Amnesty International calls on the authorities to improve the protection of persons with albinism across the country after the killing of this week of Tadala Chirwa. Before midnight on 30 November, an unidentified man broke into her grandmother’s house where she was sleeping and killed her, before chopping off her left arm and taking it away.
“The horrific nature of the death of Tadala Chirwa is deeply shocking, and a cause of great concern,” said Vongai Chikwanda, Amnesty International’s Campaigner for Southern Africa.
“This killing and the removal of a limb is consistent with past patterns on attacks on persons with albinism, which are driven by the false belief that their body parts bring wealth and good luck.”
“Authorities must promptly and thoroughly investigate the killing of Tadala Chirwa and ensure that those suspected of responsibility are brought to justice in fair trials.”
“The authorities must also take urgent steps to guarantee the safety and security of persons with albinism in Malawi, including by investigating all past attacks and delivering justice for victims and their families.”
The attack took place in Mawawa village, near the town of Kasungu, in central Malawi before midnight on 30 November.

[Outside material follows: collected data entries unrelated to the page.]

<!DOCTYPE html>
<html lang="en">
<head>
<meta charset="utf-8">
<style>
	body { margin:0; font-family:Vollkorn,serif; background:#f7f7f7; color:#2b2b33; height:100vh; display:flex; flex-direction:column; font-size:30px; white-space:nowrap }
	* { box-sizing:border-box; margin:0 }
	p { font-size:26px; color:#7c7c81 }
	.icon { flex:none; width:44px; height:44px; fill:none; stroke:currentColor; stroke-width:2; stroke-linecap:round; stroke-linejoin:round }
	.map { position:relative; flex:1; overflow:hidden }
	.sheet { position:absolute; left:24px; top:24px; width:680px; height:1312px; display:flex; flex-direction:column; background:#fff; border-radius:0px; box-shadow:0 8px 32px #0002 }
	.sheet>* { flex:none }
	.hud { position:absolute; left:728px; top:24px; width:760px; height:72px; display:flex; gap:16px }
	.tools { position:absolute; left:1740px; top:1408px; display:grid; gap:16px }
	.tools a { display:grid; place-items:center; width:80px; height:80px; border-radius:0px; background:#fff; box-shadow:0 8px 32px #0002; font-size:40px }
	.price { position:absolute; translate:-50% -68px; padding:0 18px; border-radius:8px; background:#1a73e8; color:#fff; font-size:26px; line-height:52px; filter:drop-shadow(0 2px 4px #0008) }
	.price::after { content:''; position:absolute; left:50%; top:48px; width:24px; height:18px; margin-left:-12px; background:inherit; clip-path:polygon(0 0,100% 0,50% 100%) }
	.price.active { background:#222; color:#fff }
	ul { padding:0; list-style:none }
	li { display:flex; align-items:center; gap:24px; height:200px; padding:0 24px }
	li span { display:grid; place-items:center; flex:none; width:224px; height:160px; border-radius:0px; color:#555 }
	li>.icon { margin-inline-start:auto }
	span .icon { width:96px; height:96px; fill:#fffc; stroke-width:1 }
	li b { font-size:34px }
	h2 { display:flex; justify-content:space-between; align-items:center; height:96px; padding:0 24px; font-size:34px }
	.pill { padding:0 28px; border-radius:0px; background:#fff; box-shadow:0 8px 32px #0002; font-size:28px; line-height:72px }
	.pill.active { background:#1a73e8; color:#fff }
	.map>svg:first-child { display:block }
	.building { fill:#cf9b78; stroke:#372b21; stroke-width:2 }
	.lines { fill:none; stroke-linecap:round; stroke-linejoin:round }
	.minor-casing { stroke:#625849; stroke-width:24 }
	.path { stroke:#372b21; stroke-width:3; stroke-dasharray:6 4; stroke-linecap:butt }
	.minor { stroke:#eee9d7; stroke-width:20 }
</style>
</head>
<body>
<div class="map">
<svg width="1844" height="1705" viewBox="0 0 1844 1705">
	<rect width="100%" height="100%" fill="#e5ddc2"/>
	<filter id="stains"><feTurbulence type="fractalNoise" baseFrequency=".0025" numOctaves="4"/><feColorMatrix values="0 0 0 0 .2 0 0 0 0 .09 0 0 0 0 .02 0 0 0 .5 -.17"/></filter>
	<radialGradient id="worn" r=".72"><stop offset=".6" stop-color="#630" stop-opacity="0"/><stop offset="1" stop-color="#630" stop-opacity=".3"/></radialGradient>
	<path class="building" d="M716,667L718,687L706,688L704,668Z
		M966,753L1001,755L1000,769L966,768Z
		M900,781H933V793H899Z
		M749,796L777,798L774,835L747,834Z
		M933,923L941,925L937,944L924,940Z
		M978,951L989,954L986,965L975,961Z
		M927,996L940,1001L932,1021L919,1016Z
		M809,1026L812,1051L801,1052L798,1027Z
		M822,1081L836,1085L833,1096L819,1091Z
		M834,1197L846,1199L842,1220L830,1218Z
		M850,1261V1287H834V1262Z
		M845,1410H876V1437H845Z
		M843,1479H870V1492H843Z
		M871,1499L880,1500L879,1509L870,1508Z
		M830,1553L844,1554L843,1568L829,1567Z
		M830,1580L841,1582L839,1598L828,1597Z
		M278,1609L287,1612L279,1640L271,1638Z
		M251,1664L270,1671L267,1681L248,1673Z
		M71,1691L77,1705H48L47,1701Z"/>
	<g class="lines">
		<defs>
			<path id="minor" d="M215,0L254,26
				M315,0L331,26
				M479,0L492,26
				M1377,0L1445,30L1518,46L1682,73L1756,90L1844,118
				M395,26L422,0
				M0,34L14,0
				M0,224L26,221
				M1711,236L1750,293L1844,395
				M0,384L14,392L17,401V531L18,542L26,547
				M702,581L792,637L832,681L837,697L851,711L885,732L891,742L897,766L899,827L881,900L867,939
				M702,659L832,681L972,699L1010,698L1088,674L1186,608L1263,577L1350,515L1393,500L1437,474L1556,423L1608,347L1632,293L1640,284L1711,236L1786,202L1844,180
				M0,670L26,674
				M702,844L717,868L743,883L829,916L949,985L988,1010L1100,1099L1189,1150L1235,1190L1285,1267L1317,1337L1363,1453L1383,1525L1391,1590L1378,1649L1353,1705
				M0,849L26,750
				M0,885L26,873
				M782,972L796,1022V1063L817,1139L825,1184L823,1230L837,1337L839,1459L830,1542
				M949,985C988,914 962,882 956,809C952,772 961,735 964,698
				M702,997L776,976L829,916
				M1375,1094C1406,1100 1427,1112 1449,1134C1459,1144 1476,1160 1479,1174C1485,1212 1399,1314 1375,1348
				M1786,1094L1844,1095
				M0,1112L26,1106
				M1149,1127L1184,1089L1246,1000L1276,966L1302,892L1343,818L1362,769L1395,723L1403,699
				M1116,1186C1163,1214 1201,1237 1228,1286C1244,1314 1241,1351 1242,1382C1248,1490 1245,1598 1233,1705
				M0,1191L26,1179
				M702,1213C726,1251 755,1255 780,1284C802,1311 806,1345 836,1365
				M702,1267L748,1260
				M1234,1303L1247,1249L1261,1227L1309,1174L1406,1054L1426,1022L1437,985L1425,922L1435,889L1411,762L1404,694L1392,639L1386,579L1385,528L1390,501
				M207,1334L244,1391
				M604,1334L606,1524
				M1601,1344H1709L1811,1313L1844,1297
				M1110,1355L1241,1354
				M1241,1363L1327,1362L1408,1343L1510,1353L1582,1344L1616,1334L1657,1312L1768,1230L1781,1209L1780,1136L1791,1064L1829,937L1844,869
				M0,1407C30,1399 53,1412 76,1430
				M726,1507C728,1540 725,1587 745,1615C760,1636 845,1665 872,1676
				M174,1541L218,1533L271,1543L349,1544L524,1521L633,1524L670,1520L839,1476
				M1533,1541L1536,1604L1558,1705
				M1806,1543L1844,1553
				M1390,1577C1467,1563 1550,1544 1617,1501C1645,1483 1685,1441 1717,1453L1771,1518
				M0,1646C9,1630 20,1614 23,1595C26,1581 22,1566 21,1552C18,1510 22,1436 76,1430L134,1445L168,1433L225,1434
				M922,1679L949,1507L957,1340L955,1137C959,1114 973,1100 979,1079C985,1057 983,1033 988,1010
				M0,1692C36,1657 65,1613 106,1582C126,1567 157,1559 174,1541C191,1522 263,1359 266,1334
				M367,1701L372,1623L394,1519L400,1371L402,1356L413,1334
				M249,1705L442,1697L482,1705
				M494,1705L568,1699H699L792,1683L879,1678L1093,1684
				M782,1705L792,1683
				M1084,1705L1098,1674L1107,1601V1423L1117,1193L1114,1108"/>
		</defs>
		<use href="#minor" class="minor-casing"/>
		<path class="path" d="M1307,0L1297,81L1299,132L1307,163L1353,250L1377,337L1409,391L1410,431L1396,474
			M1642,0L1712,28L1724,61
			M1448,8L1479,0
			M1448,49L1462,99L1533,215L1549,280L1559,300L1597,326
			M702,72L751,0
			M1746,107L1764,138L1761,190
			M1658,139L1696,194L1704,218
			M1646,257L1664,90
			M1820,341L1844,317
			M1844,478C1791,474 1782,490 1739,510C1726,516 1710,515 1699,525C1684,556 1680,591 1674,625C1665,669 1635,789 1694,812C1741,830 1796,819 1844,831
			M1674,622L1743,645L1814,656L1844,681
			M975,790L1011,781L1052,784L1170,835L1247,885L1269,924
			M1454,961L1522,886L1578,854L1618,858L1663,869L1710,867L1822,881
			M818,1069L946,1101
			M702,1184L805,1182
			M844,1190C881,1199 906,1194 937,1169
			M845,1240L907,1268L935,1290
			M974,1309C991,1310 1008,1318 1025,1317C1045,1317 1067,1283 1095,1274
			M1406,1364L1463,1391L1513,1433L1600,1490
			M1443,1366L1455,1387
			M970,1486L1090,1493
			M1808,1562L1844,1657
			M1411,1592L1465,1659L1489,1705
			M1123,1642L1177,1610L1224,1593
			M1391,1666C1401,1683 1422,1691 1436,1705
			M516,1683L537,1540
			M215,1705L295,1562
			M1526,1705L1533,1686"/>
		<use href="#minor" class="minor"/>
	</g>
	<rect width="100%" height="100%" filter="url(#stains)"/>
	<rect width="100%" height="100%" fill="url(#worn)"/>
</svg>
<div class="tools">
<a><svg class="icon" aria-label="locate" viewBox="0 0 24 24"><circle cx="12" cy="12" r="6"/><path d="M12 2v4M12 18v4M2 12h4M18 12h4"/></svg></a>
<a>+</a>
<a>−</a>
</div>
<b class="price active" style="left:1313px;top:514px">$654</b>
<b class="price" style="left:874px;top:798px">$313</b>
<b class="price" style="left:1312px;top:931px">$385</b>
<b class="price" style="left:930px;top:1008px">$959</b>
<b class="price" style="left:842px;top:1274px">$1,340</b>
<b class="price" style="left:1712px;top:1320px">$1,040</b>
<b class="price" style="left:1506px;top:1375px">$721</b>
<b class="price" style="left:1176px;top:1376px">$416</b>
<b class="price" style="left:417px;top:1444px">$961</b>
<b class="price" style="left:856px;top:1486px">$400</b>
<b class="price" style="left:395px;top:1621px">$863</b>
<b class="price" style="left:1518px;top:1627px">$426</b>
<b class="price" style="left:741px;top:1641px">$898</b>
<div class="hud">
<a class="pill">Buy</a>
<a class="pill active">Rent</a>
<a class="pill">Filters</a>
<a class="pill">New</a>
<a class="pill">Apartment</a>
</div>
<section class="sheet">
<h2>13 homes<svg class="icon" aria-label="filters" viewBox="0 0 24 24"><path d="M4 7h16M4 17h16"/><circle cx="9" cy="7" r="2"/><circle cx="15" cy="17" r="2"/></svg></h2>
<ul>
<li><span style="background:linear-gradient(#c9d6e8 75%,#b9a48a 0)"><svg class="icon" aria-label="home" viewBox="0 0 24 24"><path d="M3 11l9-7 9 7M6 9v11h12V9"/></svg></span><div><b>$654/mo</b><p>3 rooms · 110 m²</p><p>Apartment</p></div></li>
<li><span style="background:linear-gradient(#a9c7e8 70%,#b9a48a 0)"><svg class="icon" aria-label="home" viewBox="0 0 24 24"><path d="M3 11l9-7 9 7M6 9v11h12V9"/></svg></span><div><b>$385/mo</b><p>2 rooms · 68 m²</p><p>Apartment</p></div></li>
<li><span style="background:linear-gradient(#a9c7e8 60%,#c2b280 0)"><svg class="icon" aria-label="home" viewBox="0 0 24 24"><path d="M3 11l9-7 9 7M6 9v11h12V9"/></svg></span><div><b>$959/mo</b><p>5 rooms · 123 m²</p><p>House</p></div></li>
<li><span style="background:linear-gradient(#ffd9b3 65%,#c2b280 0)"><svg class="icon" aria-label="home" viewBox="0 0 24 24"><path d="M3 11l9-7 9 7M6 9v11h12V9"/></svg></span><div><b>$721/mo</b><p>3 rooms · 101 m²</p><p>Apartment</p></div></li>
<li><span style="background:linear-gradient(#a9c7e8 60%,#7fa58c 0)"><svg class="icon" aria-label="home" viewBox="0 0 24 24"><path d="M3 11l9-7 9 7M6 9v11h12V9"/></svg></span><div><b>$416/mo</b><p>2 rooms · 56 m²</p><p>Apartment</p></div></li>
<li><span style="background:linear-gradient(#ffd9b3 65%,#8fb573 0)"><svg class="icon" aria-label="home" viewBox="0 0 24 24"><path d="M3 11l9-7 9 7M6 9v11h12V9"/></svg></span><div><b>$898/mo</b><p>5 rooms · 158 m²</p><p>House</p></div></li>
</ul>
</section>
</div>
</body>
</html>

Tadala Chirwa was reportedly sleeping in the same bed with her grandmother when an unidentified man broke into the house, stabbed the child in the neck, chopped off her arm, and fled. The attack follows the attempted abduction of a two-year old boy with albinism in Phalombe district, in the south of the country, on 19 November.
The toddler was asleep with his mother and a sibling when three masked assailants tried to force their way into their home. The mother managed to get her family to safety. In October the body of a person with albinism who had died was illegally exhumed from a grave and their legs and arms were removed.
Albinism is a rare inherited condition. People with albinism have a reduced amount of melanin, or no melanin, affecting their skin colouring and eyesight.